DATASET CONTENT:
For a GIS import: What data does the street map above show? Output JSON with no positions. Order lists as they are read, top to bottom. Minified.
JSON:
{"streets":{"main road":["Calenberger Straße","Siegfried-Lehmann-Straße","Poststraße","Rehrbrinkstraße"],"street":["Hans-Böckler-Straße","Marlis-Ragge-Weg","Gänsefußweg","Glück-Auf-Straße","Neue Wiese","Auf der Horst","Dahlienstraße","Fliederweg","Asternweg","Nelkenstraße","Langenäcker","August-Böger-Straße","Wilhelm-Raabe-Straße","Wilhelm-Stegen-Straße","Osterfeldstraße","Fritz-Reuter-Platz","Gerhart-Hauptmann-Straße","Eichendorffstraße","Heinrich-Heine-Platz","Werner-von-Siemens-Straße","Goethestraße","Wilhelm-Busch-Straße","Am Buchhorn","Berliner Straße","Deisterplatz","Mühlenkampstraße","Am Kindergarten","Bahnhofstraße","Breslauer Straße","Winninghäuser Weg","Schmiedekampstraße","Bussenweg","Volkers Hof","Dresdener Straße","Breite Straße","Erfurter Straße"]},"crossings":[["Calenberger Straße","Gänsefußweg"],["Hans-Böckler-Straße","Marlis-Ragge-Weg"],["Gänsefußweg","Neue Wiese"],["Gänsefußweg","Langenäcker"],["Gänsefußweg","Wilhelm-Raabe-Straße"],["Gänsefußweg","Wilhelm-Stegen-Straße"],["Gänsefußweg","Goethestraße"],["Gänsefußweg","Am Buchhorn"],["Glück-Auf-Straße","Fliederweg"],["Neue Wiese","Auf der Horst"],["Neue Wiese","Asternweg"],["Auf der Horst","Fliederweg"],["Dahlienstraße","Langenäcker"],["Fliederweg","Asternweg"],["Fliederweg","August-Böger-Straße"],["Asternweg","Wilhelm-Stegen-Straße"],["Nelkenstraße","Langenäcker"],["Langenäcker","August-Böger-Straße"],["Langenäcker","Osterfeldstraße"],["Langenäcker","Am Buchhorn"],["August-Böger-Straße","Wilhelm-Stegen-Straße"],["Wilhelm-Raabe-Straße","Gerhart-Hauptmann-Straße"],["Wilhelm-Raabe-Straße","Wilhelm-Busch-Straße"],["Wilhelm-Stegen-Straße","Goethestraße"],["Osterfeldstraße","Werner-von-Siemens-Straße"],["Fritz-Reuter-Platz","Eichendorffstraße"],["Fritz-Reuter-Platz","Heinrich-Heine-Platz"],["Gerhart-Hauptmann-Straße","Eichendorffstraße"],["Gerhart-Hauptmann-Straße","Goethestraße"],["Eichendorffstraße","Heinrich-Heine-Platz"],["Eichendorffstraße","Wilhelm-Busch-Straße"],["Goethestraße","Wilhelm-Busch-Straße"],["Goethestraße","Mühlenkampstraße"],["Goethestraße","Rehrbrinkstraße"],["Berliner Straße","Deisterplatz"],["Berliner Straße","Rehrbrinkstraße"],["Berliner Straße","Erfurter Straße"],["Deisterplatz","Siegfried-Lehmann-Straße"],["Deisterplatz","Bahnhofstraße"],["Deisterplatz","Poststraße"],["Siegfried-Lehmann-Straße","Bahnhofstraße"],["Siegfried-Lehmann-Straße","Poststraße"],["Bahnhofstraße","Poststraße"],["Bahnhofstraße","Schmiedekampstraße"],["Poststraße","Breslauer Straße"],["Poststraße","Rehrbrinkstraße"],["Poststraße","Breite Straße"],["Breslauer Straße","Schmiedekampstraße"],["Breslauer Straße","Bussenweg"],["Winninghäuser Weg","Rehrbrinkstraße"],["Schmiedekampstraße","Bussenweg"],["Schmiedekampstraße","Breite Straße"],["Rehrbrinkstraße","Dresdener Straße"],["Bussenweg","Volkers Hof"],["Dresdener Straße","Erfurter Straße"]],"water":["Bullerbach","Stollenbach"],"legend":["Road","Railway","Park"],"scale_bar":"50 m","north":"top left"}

ASSIGNED TASK: Give every line of the material again, exactly as it reads.

SOLUTION:
For a GIS import: What data does the street map above show? Output JSON with no positions. Order lists as they are read, top to bottom. Minified.
JSON:
{"streets":{"main road":["Calenberger Straße","Siegfried-Lehmann-Straße","Poststraße","Rehrbrinkstraße"],"street":["Hans-Böckler-Straße","Marlis-Ragge-Weg","Gänsefußweg","Glück-Auf-Straße","Neue Wiese","Auf der Horst","Dahlienstraße","Fliederweg","Asternweg","Nelkenstraße","Langenäcker","August-Böger-Straße","Wilhelm-Raabe-Straße","Wilhelm-Stegen-Straße","Osterfeldstraße","Fritz-Reuter-Platz","Gerhart-Hauptmann-Straße","Eichendorffstraße","Heinrich-Heine-Platz","Werner-von-Siemens-Straße","Goethestraße","Wilhelm-Busch-Straße","Am Buchhorn","Berliner Straße","Deisterplatz","Mühlenkampstraße","Am Kindergarten","Bahnhofstraße","Breslauer Straße","Winninghäuser Weg","Schmiedekampstraße","Bussenweg","Volkers Hof","Dresdener Straße","Breite Straße","Erfurter Straße"]},"crossings":[["Calenberger Straße","Gänsefußweg"],["Hans-Böckler-Straße","Marlis-Ragge-Weg"],["Gänsefußweg","Neue Wiese"],["Gänsefußweg","Langenäcker"],["Gänsefußweg","Wilhelm-Raabe-Straße"],["Gänsefußweg","Wilhelm-Stegen-Straße"],["Gänsefußweg","Goethestraße"],["Gänsefußweg","Am Buchhorn"],["Glück-Auf-Straße","Fliederweg"],["Neue Wiese","Auf der Horst"],["Neue Wiese","Asternweg"],["Auf der Horst","Fliederweg"],["Dahlienstraße","Langenäcker"],["Fliederweg","Asternweg"],["Fliederweg","August-Böger-Straße"],["Asternweg","Wilhelm-Stegen-Straße"],["Nelkenstraße","Langenäcker"],["Langenäcker","August-Böger-Straße"],["Langenäcker","Osterfeldstraße"],["Langenäcker","Am Buchhorn"],["August-Böger-Straße","Wilhelm-Stegen-Straße"],["Wilhelm-Raabe-Straße","Gerhart-Hauptmann-Straße"],["Wilhelm-Raabe-Straße","Wilhelm-Busch-Straße"],["Wilhelm-Stegen-Straße","Goethestraße"],["Osterfeldstraße","Werner-von-Siemens-Straße"],["Fritz-Reuter-Platz","Eichendorffstraße"],["Fritz-Reuter-Platz","Heinrich-Heine-Platz"],["Gerhart-Hauptmann-Straße","Eichendorffstraße"],["Gerhart-Hauptmann-Straße","Goethestraße"],["Eichendorffstraße","Heinrich-Heine-Platz"],["Eichendorffstraße","Wilhelm-Busch-Straße"],["Goethestraße","Wilhelm-Busch-Straße"],["Goethestraße","Mühlenkampstraße"],["Goethestraße","Rehrbrinkstraße"],["Berliner Straße","Deisterplatz"],["Berliner Straße","Rehrbrinkstraße"],["Berliner Straße","Erfurter Straße"],["Deisterplatz","Siegfried-Lehmann-Straße"],["Deisterplatz","Bahnhofstraße"],["Deisterplatz","Poststraße"],["Siegfried-Lehmann-Straße","Bahnhofstraße"],["Siegfried-Lehmann-Straße","Poststraße"],["Bahnhofstraße","Poststraße"],["Bahnhofstraße","Schmiedekampstraße"],["Poststraße","Breslauer Straße"],["Poststraße","Rehrbrinkstraße"],["Poststraße","Breite Straße"],["Breslauer Straße","Schmiedekampstraße"],["Breslauer Straße","Bussenweg"],["Winninghäuser Weg","Rehrbrinkstraße"],["Schmiedekampstraße","Bussenweg"],["Schmiedekampstraße","Breite Straße"],["Rehrbrinkstraße","Dresdener Straße"],["Bussenweg","Volkers Hof"],["Dresdener Straße","Erfurter Straße"]],"water":["Bullerbach","Stollenbach"],"legend":["Road","Railway","Park"],"scale_bar":"50 m","north":"top left"}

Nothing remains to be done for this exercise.